Supplied data ->
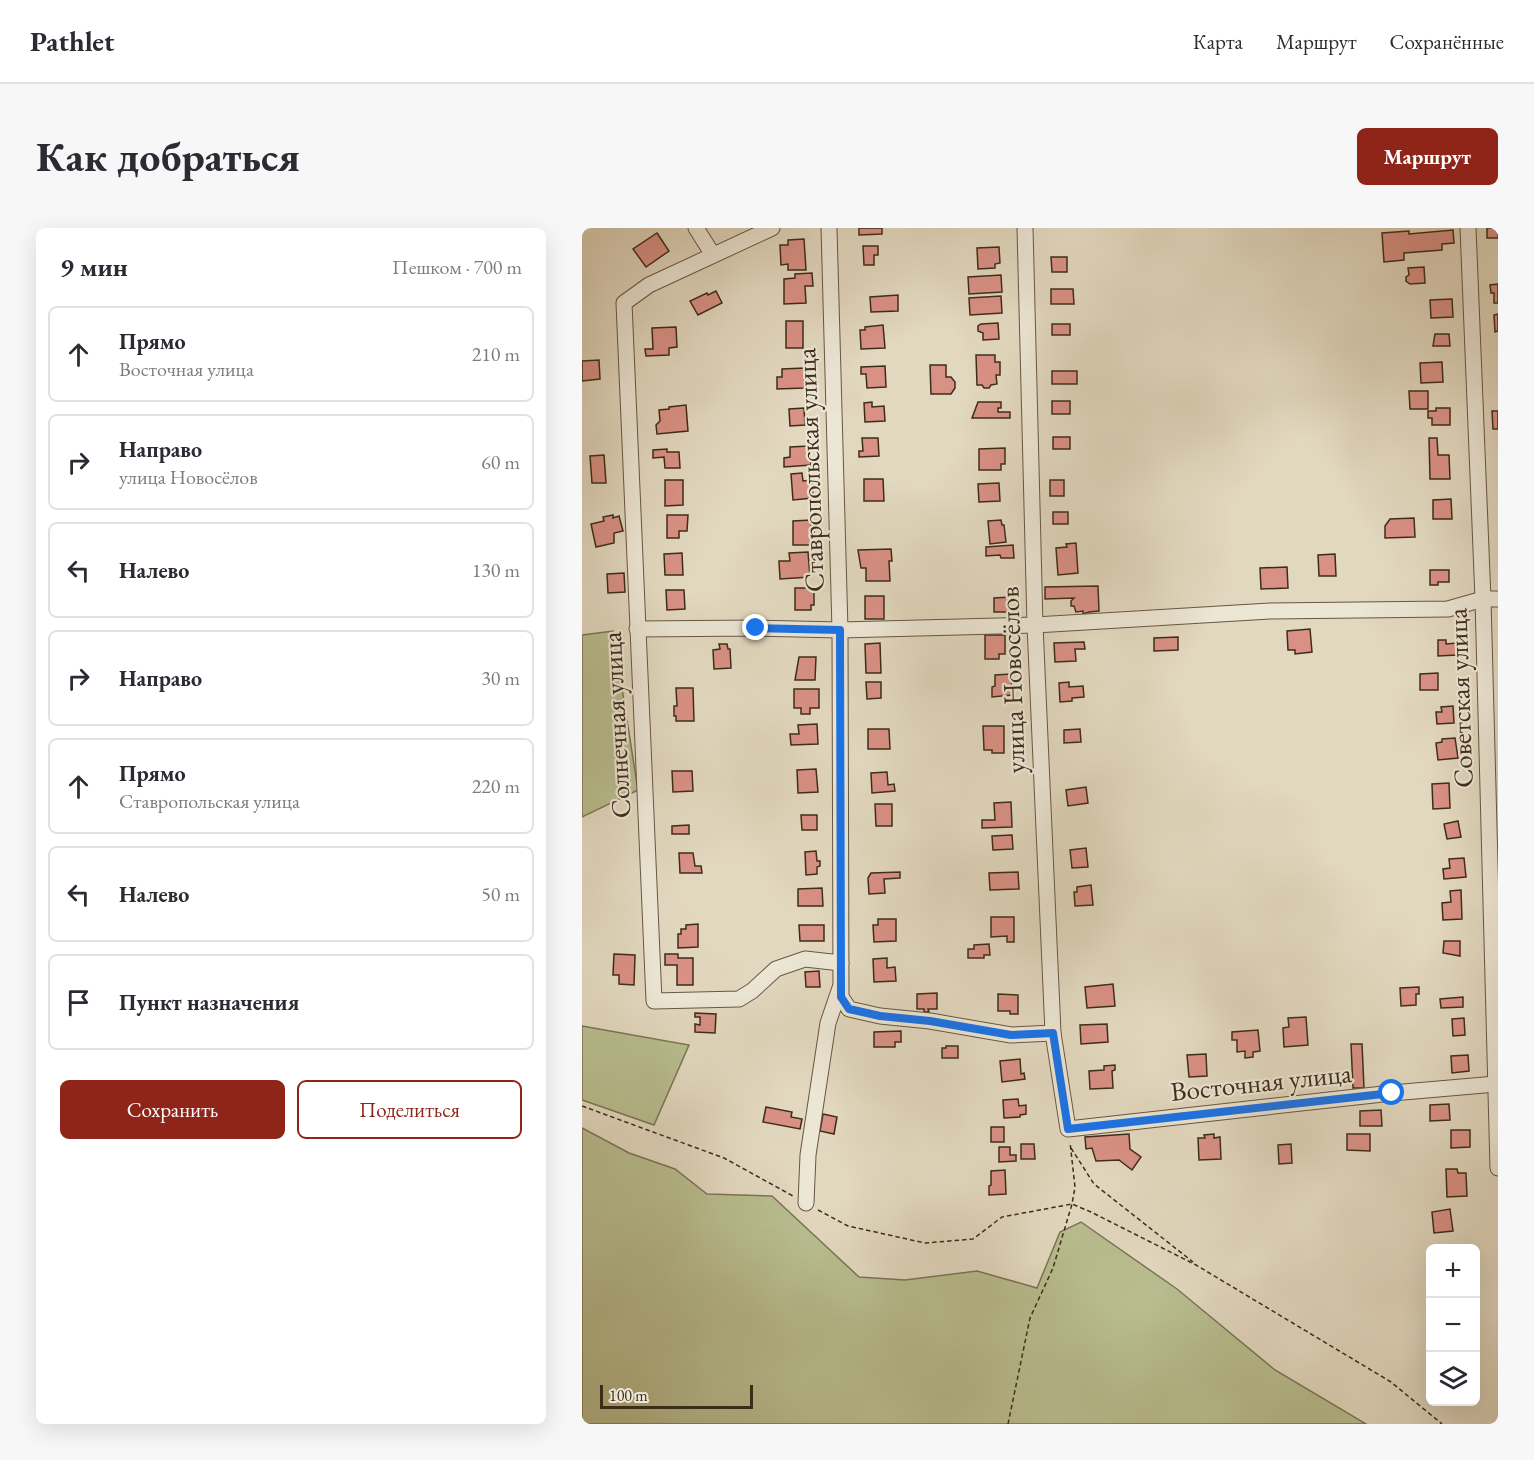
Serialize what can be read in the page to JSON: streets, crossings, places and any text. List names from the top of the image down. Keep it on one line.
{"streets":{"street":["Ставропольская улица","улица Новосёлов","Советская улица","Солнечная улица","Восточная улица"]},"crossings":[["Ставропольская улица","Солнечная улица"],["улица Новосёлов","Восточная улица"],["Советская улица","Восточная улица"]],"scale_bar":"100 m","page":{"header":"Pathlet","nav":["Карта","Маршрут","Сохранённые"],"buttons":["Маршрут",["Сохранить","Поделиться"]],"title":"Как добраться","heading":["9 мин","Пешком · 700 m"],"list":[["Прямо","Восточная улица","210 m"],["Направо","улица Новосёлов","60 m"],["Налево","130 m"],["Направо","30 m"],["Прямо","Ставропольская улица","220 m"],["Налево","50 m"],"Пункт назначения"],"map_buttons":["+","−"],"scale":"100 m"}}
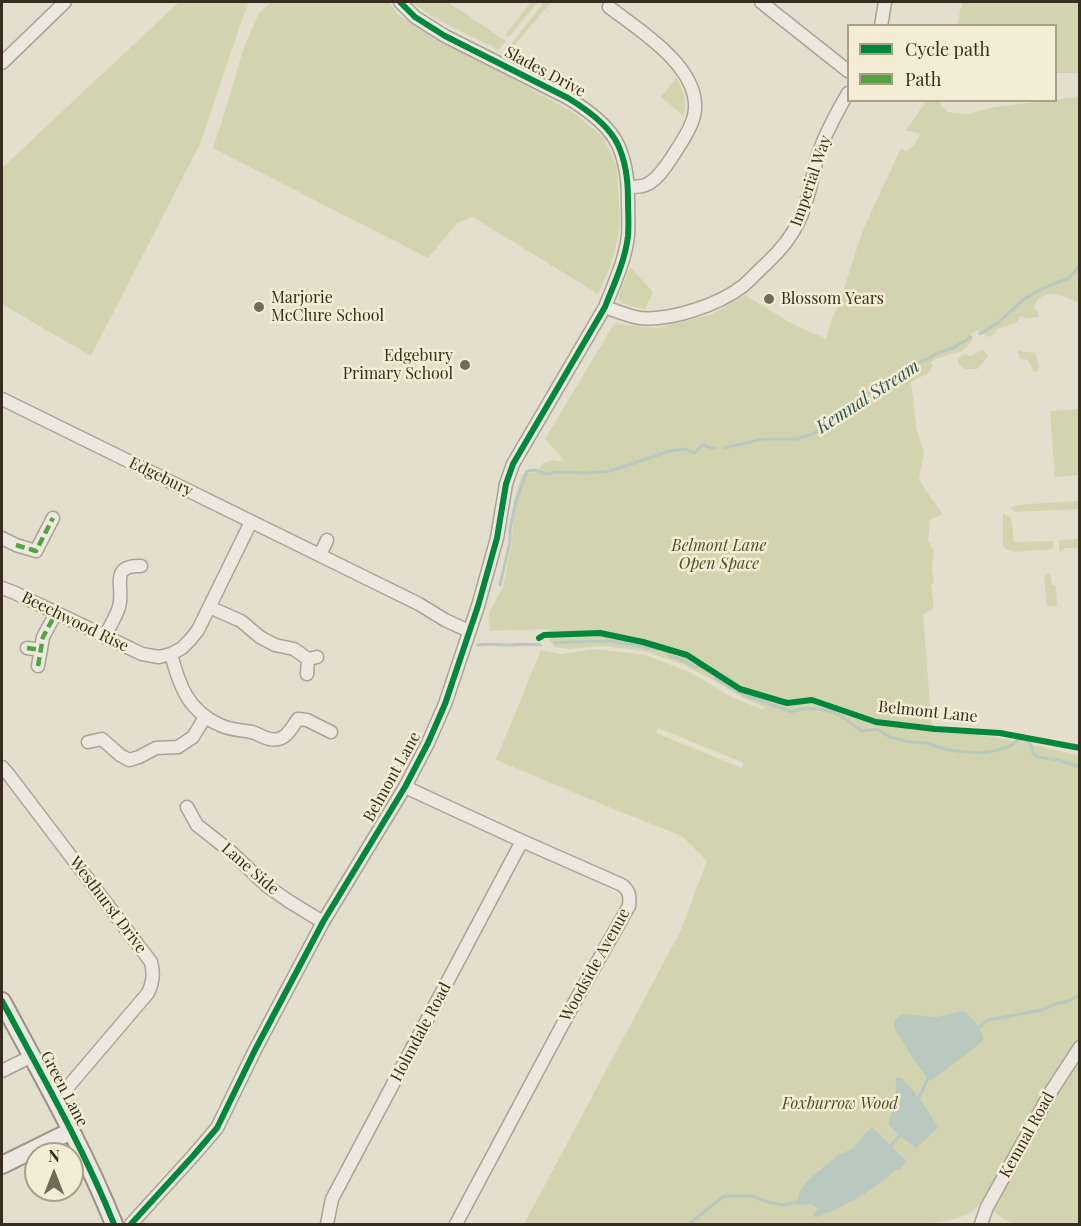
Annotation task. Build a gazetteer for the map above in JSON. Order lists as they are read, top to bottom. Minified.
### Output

About this exercise ->
Retype all of the material above exactly; the pictures stay out.

Result of the exercise ->
Serialize what can be read in the page to JSON: streets, crossings, places and any text. List names from the top of the image down. Keep it on one line.
{"streets":{"street":["Ставропольская улица","улица Новосёлов","Советская улица","Солнечная улица","Восточная улица"]},"crossings":[["Ставропольская улица","Солнечная улица"],["улица Новосёлов","Восточная улица"],["Советская улица","Восточная улица"]],"scale_bar":"100 m","page":{"header":"Pathlet","nav":["Карта","Маршрут","Сохранённые"],"buttons":["Маршрут",["Сохранить","Поделиться"]],"title":"Как добраться","heading":["9 мин","Пешком · 700 m"],"list":[["Прямо","Восточная улица","210 m"],["Направо","улица Новосёлов","60 m"],["Налево","130 m"],["Направо","30 m"],["Прямо","Ставропольская улица","220 m"],["Налево","50 m"],"Пункт назначения"],"map_buttons":["+","−"],"scale":"100 m"}}
Annotation task. Build a gazetteer for the map above in JSON. Order lists as they are read, top to bottom. Minified.
### Output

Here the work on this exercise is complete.